Ken Warzynski

Personal information
- Born: June 30, 1948 Chicago, Illinois, U.S.
- Died: January 18, 2019 (aged 70) Mount Pleasant, South Carolina, U.S.
- Listed height: 6 ft 7 in (2.01 m)
- Listed weight: 213 lb (97 kg)

Career information
- High school: Gordon Tech (Chicago, Illinois)
- College: DePaul (1967–1970)
- NBA draft: 1970: 2nd round, 32nd overall pick
- Drafted by: Detroit Pistons
- Position: Power forward
- Number: 40
- Stats at Basketball Reference

= Ken Warzynski =

American basketball player (1948–2019)

Kenneth Harry Warzynski (June 30, 1948 – January 18, 2019) was an American basketball player who played for DePaul University and was a second round draft pick (32nd pick overall) of the Detroit Pistons in the 1970 NBA draft.

==Early life==

Warzynski was born in Chicago, Illinois, on June 30, 1948, the son of Harry and Florence Warzynski. He was raised with his sister Arlene and attended Gordon Technical High School in Chicago. Warzynski graduated from Gordon Technical in 1966, where he played basketball and also varsity baseball.

==College career==
A 6'7" forward, Warzynski played college basketball for DePaul University under Hall of Fame Coach Ray Meyer. As a Senior in 1969–1970, Warzynski averaged 19.7 points and 15.2 rebounds, as DePaul finished 12–13.

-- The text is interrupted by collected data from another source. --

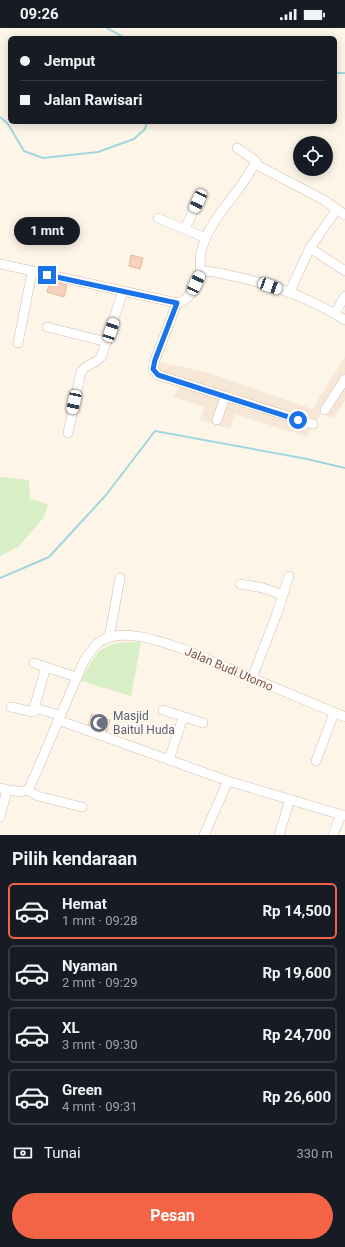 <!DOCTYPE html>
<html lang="id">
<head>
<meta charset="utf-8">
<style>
	body { margin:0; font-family:Roboto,sans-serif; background:#242831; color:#f1f3f6; height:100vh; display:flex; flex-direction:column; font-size:15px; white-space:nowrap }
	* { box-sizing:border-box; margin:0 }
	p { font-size:13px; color:#9ea1a6 }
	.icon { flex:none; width:22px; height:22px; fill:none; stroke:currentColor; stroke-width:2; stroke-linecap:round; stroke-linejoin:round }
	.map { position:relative; height:807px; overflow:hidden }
	.side { display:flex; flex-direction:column; background:#171b24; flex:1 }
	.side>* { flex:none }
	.guide { position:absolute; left:8px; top:8px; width:329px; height:88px; border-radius:6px; box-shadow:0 2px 10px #0003; display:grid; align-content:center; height:88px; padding:0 12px; background:#171b24 }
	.tools { position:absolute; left:293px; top:108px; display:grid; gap:8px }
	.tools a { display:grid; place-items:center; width:40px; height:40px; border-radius:50%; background:#171b24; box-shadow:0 2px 10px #0003; font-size:20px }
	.end { position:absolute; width:18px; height:18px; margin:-9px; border:5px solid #1a73e8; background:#fff; box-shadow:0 0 0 2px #fff }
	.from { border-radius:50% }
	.bubble { position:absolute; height:28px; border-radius:14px; background:#171b24; box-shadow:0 2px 10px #0003; font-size:13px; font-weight:700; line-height:28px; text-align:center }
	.car { position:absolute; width:12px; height:24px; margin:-12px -6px; border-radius:5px; box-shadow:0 0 3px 1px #0007; background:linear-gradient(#fff 24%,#345 0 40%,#fff 0 76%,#345 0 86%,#fff 0) }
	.guide b { display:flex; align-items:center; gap:14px; height:38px; font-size:15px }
	.guide b+b { border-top:1px solid #363941 }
	.guide i { width:10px; height:10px; background:#f1f3f6 }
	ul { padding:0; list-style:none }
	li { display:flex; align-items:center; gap:12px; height:56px; margin:0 8px 6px; padding:0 4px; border:2px solid #363941; border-radius:6px }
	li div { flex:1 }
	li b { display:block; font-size:15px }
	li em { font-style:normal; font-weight:700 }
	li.active { border-color:#f26445 }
	li>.icon { width:36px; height:36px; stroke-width:1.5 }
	h2 { padding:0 12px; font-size:18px; line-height:48px }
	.pay { display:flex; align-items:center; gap:10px; height:44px; padding:0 12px; font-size:15px }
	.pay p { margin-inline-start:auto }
	.action { display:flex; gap:8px; margin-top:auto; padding:8px 12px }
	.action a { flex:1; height:46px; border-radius:24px; background:#f26445; color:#fff; font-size:16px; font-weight:700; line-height:46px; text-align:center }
	.status { display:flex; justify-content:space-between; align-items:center; height:28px; padding:0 20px; background:#171b24; direction:ltr }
	.status svg { height:11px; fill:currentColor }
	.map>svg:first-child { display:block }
	.residential { fill:#f7e7d7 }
	.green { fill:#d8eec5 }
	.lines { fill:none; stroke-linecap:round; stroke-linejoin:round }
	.stream { stroke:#a0d6dd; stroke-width:2 }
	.building { fill:#f6d2be; stroke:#ebb79d }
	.minor-casing { stroke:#d3bcad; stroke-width:10 }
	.minor { stroke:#fff; stroke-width:9 }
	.route { stroke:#1a73e8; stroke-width:5 }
	.labels { text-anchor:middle; stroke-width:3; stroke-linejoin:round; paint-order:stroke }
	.street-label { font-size:12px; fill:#7c5949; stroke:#fff9f2 }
	.worship-label { font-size:12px; fill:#5b616d; stroke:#fff9f2; text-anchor:start }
</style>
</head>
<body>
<div class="status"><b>09:26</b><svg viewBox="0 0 49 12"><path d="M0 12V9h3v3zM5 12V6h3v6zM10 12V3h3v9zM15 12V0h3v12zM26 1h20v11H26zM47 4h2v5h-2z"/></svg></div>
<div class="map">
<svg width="345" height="807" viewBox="0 0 345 807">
	<rect width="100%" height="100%" fill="#fef5e9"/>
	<polygon class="residential" points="345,329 345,372 334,390 321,385 307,409 235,386 230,401 200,392 204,379 173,369 180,358 156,350 160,334 209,345 312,381"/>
	<g class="green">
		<polygon points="0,449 29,452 30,471 48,476 44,489 18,519 0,528"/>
		<path d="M141,614L131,668L81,653C99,619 101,614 141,614Z"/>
	</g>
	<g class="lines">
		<g class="stream">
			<polyline points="107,0 125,10"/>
			<polyline points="335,45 345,45"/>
			<polyline points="0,89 8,96 24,123 43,130 98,124 134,111 145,101 147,94"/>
			<polyline points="0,550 49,529 106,467 155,403 307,431 345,440"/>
		</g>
	</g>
	<g class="building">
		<polygon points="131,227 143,230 140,241 129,238"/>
		<polygon points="50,253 67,257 64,269 47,264"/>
		<polygon points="92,686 110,692 107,703 88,697"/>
	</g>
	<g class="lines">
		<g class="minor-casing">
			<g id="minor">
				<polyline points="237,120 256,133 255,136 324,172 345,187"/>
				<polyline points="158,190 206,210"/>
				<polyline points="185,201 198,173"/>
				<polyline points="310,220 345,243"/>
				<path d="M0,236L177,275C192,272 195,257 201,244C210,242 219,245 228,247C269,255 310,270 345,292"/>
				<path d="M201,244C195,213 221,184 238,162C244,154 249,145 255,136"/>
				<polyline points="289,265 310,220 337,181"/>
				<polyline points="177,275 155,332 153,341 158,347 313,396"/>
				<polyline points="335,285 345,268"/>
				<polyline points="47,299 107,314"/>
				<polyline points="18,315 32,244"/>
				<polyline points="325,382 345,351"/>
				<polyline points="217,392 225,369"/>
				<path d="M68,405L81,344C86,336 96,336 101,329L123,263"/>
				<polyline points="240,556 263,560 283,567"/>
				<polyline points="109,610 120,550"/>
				<polyline points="34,635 76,649"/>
				<polyline points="252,650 276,588 289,548"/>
				<polyline points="11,679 33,684 46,639"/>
				<polyline points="34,680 60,687"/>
				<polyline points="163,682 203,695"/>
				<polyline points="58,692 228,753 345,788"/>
				<polyline points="169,732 183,689"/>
				<polyline points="316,733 334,685"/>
				<path d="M0,760C9,762 21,766 29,761L83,635C87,628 92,621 98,615C120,598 160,613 183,621L345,689"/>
				<polyline points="27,762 38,768 82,779"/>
				<polyline points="0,789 7,762"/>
				<polyline points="204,807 228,753"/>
				<polyline points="279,807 290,771"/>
				<polyline points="333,807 341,787"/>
			</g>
		</g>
		<use href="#minor" class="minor"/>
	</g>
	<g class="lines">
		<polyline class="route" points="47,247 177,275 155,332 153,341 158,347 298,392"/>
	</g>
	<defs>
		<g id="mosque-disc" transform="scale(1)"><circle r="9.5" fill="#6b7280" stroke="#fff9f2"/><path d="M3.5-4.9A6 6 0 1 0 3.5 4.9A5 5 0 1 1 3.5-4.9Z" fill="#fff"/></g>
	</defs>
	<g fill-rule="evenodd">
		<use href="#mosque-disc" x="99" y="695"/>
	</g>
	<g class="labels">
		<g class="street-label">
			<text transform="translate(229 641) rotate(23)" y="4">Jalan Budi Utomo</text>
		</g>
		<g class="worship-label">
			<text x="113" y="692">Masjid<tspan x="113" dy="14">Baitul Huda</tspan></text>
		</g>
	</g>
</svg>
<div class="tools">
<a><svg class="icon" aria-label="locate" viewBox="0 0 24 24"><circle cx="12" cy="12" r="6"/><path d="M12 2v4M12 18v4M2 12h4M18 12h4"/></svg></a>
</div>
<i class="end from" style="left:298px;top:392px"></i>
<i class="end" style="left:47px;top:247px"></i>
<div class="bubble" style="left:14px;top:189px;width:66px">1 mnt</div>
<i class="car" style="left:198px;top:173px;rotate:205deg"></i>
<i class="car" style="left:196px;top:255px;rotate:25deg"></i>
<i class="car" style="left:270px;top:258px;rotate:110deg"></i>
<i class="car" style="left:111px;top:302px;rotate:18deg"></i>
<i class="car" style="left:74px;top:374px;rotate:192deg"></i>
<div class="guide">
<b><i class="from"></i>Jemput</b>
<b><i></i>Jalan Rawisari</b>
</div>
</div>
<section class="side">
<h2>Pilih kendaraan</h2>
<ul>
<li class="active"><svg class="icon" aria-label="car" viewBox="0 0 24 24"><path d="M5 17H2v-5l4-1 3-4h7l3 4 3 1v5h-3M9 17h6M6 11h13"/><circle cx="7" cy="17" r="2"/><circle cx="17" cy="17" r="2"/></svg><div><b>Hemat</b><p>1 mnt · 09:28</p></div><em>Rp 14,500</em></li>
<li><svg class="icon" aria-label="car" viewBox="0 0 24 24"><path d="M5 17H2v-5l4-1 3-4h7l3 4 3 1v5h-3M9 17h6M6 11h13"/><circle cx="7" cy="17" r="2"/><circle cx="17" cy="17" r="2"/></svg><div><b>Nyaman</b><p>2 mnt · 09:29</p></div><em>Rp 19,600</em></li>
<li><svg class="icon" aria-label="car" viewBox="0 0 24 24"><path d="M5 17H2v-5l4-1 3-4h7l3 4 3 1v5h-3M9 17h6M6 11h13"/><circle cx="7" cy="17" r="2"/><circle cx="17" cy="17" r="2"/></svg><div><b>XL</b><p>3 mnt · 09:30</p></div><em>Rp 24,700</em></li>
<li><svg class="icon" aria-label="car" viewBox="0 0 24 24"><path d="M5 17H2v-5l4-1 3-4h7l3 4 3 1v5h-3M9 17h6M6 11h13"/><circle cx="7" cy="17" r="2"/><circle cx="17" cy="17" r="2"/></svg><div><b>Green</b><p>4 mnt · 09:31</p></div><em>Rp 26,600</em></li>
</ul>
<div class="pay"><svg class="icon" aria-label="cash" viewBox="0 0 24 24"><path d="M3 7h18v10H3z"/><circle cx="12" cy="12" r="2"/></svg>Tunai<p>330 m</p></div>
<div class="action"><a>Pesan</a></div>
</section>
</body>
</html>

Warzynski had 28 rebounds against Harvard on Jan. 3, 1970, still the DePaul single-game team record. Warzynski ranks fourth on DePaul's all-time rebounding list and his career rebounding average of 11.6 is currently third all time. His 15.2 rebounding average in 1969–1970 is second all-time at DePaul.

Overall, Warzynski averaged 16.0 points and 11.6 rebounds in his 75 career games at DePaul, with 1,203 total points and 890 total rebounds.

==Professional career==

The Detroit Pistons selected Warzynski in the second round of the 1970 NBA draft. The Pistons had drafted Bob Lanier with the #1 pick in the 1970 Draft. Warzynski never played in the NBA. The Denver Rockets of the American Basketball Association also selected Warzynski in the 11th round of the 1970 ABA Draft.

In 1970–1971, Warzynski played for the Rockford Royals of the Continental Basketball Association, along with former DePaul teammate Al Zetsche.

==Honors==
- Warzynski was inducted into the DePaul Athletics Hall of Fame in 1987. His coach, Ray Meyer, was a fellow inductee in the ceremony on November 20, 1987.

==Personal==
Warzynski had a career in real estate in South Carolina.

Warzynski died on January 18, 2019. He was survived by his four children, Julie, JoAnne, Chris and Kevin.